We are given two strings, str1 and str2. We are allowed the following operations:

  • Delete any number of characters from string str1.
  • Insert any number of characters in string str1.

We need to tell the minimum operations required to convert str1 to str2.

Example:

Problem Link: Can You Make

Solution :

Pre-req:  Longest Common Subsequence

Intuition: 

We need to find the minimum operations required to convert string str1 to str2. Let us keep the “minimum” criteria aside and think, what maximum operations will be required for this conversion?

The easiest way is to remove all the characters of str1 and then insert all the characters of str2. In this way, we will convert str1 to str2 with ‘n+m’ operations. (Here n and m are the length of strings str1 and str2 respectively). 
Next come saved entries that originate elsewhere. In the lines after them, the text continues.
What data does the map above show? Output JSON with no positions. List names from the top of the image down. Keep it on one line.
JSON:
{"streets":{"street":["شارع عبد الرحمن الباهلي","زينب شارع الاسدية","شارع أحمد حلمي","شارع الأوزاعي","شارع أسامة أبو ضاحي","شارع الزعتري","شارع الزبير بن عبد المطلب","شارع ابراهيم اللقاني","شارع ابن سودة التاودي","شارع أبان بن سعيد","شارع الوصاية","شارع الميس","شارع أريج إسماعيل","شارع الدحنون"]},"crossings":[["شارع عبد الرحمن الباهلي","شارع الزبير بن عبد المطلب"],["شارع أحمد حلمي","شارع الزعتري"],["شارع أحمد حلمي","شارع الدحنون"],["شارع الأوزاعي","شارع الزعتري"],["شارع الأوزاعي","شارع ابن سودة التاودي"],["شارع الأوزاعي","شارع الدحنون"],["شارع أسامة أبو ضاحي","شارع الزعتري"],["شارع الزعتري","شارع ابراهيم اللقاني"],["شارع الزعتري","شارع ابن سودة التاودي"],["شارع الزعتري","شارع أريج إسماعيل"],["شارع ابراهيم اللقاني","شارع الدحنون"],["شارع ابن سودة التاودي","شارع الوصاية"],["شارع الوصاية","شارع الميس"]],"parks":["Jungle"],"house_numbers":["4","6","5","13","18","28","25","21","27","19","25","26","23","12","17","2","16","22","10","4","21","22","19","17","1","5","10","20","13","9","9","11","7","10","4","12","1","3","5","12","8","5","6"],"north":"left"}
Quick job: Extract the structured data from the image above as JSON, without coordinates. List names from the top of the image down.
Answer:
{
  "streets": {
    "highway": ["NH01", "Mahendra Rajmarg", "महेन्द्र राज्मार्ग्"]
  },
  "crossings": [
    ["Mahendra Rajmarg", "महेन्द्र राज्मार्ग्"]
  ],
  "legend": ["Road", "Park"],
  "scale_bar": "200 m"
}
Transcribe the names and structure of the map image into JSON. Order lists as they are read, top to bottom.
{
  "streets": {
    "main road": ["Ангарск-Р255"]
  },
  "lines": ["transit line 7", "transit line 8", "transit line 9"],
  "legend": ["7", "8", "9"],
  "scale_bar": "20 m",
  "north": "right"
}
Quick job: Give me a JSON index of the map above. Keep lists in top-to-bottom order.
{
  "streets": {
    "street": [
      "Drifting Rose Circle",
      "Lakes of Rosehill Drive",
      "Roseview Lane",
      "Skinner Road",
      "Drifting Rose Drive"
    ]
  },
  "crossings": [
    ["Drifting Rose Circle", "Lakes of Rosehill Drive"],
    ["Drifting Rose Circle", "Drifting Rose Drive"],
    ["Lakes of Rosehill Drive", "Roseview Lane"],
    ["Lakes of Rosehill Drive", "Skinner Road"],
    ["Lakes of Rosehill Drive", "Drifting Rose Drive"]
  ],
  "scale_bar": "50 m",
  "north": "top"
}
The problem states us to find the minimum of insertions. Let us try to figure it out:

  • To minimize the operations, we will first try to refrain from deleting those characters which are already present in str2. More extensively, we refrain from deleting those characters which are common and come in the same order. To minimize the operations, we would like to keep the maximum common characters coming in the same order intact. These maximum characters are the characters of the longest common subsequence
  • We will first keep the longest common subsequence of the str1 and str2 intact in str1 and delete all other characters from str1.

  • Next, we will insert all the remaining characters of str2 to str1.

In order to minimize the operations, we need to find the length of the longest common subsequence.

Minimum Operations required = (n – k) + (m – k)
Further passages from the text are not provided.